There are many advantages to this approach. First, having this deck will actually make it more likely that you will receive an offer from this initial investor. Second, you now have an incredible asset to share with other potential investors. And third, even if you don’t have an offer, you now have a great tool you can use to close candidates, boost morale, and motivate your team.

Get ready to go from zero to 100 very quickly

Getting your deck ready is important for this next step. After months of Zoom calls, coffee, and relationship building as part of your ever-enhancing-but-never actively growing strategy, you’re going to get a term sheet from an investor you’re excited about.

At this point, you’ll have to drop everything to talk to other investors and get a deal on the line quickly. Today, the time frame is extremely narrow: many investors are moving from oral offerings to term sheets in just a few days. This means you have a very small window to make a market, avoid looking like you are “buying” and avoid becoming a “stale deal”.
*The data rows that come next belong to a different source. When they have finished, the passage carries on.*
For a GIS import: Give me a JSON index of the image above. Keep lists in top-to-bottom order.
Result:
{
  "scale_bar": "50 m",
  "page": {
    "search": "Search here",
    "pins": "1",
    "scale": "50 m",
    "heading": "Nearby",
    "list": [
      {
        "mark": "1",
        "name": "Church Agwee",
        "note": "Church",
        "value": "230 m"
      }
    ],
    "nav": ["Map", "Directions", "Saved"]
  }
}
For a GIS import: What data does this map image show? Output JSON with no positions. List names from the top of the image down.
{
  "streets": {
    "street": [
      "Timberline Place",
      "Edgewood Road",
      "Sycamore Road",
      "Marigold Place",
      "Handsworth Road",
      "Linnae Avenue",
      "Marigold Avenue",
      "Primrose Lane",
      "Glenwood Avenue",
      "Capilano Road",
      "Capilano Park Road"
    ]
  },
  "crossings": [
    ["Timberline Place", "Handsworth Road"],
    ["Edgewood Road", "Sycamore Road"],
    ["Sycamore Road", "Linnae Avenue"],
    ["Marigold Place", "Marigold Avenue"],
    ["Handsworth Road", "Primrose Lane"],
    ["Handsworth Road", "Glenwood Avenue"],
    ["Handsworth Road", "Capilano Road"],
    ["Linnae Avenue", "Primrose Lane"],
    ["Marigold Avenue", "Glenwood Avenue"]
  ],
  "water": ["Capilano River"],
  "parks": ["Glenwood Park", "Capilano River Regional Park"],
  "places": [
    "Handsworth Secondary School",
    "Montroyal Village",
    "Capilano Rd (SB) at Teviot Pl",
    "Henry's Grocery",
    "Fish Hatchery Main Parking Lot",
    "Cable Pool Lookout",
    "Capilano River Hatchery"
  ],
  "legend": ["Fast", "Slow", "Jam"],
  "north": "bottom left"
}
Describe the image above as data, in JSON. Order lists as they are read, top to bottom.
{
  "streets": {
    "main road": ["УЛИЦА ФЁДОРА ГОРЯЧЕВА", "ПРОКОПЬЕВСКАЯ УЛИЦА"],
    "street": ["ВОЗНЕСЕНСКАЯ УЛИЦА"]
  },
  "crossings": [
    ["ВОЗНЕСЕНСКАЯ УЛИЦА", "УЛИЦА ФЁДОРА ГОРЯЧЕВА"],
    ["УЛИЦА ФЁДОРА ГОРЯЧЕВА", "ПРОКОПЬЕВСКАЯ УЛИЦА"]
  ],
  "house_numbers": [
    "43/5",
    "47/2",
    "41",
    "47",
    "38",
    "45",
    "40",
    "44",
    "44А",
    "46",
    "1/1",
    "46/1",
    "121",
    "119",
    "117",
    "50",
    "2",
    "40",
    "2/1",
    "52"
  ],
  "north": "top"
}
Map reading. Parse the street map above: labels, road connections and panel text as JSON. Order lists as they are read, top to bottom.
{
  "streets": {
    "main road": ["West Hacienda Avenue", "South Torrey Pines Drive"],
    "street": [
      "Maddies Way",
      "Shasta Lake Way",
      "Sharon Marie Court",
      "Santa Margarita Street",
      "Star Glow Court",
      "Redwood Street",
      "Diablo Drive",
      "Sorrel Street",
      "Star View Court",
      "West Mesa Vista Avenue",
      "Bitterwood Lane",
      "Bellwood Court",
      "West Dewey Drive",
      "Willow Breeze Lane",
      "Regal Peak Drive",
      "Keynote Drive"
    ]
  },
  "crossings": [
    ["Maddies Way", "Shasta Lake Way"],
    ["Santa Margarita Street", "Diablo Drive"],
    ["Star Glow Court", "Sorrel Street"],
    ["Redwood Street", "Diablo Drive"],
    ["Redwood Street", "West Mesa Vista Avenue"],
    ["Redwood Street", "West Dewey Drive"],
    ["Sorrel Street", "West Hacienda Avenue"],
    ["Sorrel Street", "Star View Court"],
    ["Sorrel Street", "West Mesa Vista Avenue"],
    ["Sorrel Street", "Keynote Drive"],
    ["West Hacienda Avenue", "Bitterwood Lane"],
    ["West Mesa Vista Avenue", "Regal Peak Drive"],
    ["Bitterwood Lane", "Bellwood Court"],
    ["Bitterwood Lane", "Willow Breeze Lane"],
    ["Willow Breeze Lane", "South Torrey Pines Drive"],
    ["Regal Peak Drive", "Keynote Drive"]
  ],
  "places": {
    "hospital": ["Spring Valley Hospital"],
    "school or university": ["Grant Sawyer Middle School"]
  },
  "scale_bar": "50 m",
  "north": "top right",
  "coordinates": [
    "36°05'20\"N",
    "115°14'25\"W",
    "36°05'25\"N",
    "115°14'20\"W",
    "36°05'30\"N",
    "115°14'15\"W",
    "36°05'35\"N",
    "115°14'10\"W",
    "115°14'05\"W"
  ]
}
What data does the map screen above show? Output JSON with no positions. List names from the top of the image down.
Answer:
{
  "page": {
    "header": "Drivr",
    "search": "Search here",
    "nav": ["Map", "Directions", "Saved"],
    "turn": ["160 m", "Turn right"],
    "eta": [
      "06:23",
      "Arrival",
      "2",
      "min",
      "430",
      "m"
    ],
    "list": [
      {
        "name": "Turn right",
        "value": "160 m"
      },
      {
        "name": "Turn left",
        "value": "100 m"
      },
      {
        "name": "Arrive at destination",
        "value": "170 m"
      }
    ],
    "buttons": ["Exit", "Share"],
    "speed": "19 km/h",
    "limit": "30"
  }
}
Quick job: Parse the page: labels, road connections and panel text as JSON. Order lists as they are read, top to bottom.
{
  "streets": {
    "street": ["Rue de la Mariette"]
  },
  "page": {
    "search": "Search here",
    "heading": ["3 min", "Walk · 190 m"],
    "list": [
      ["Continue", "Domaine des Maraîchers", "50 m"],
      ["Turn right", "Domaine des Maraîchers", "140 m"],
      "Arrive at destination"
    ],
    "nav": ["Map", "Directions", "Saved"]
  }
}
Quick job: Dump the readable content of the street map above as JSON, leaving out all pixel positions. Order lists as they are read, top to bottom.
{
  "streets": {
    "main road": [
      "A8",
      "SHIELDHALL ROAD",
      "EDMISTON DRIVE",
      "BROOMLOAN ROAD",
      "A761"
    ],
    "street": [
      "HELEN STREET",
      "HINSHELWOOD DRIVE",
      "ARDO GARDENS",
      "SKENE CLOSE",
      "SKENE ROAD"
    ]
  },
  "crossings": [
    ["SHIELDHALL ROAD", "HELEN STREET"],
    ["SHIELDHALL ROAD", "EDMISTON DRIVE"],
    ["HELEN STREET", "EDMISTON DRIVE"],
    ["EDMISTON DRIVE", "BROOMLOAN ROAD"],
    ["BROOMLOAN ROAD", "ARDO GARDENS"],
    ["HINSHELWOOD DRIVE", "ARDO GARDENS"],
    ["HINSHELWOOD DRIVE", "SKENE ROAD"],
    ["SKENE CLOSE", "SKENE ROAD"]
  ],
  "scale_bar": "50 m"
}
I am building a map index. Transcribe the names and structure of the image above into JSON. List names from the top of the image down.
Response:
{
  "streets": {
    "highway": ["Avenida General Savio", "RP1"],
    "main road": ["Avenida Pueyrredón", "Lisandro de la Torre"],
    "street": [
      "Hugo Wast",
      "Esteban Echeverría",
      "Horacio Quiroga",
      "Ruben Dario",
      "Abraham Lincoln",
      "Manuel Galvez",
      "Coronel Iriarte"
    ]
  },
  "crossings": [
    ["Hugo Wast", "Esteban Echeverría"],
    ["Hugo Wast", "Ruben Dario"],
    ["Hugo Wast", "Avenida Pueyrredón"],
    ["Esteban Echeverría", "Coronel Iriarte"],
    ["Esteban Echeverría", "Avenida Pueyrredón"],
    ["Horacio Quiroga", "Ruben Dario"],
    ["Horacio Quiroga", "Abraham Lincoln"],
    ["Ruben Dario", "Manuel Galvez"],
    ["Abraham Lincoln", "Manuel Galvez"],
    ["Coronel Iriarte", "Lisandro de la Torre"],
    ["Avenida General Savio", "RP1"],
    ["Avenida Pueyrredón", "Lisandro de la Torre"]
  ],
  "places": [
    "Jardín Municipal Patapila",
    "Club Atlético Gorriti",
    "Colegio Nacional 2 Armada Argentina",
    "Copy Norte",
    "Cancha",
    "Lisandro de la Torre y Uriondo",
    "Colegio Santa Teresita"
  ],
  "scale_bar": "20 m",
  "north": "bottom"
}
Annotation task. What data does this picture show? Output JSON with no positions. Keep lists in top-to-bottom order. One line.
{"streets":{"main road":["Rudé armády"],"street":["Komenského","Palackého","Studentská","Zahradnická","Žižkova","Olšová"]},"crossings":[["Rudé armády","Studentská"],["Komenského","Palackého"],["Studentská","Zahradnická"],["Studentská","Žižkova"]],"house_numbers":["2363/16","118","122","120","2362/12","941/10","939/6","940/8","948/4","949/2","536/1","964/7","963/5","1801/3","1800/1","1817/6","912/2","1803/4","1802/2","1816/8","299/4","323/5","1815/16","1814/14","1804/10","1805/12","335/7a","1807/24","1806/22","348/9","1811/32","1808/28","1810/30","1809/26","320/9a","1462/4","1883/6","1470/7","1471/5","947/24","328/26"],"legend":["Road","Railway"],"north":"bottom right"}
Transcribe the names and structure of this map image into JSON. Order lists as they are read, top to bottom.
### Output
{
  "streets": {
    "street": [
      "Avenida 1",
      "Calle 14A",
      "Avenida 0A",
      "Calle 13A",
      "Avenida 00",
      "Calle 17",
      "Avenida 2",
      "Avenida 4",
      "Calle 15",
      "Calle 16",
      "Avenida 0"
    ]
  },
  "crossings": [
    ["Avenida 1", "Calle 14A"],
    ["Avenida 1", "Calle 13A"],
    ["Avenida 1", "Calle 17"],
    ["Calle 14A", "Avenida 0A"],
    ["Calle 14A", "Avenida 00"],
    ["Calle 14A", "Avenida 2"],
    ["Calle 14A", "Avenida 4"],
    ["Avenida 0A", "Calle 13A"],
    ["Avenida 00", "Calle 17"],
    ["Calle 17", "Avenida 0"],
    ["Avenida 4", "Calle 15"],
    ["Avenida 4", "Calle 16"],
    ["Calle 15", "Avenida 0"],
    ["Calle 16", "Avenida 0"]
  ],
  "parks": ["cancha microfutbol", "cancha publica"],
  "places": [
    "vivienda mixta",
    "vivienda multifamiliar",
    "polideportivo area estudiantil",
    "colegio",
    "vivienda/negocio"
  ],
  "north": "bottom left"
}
don’t talk to too many people

This brings me to my final point: When including the investors leading your next round, start with your top five, not your top 15. The word pretty quickly makes its way around investment circles, and if you’re talking to multiple firms at once, people will wonder why. Is there something hidden in your data? Or trouble on your team? As I mentioned earlier, perception is important, and you want to work from a position of strength.

Raising funds for your startup is almost always a wild ride; I have gone through this process many times and every time I learn something new. Happily, investor appetite is at an all-time high. If you arm yourself with a little bit of this insider knowledge, you can grow your company faster than ever.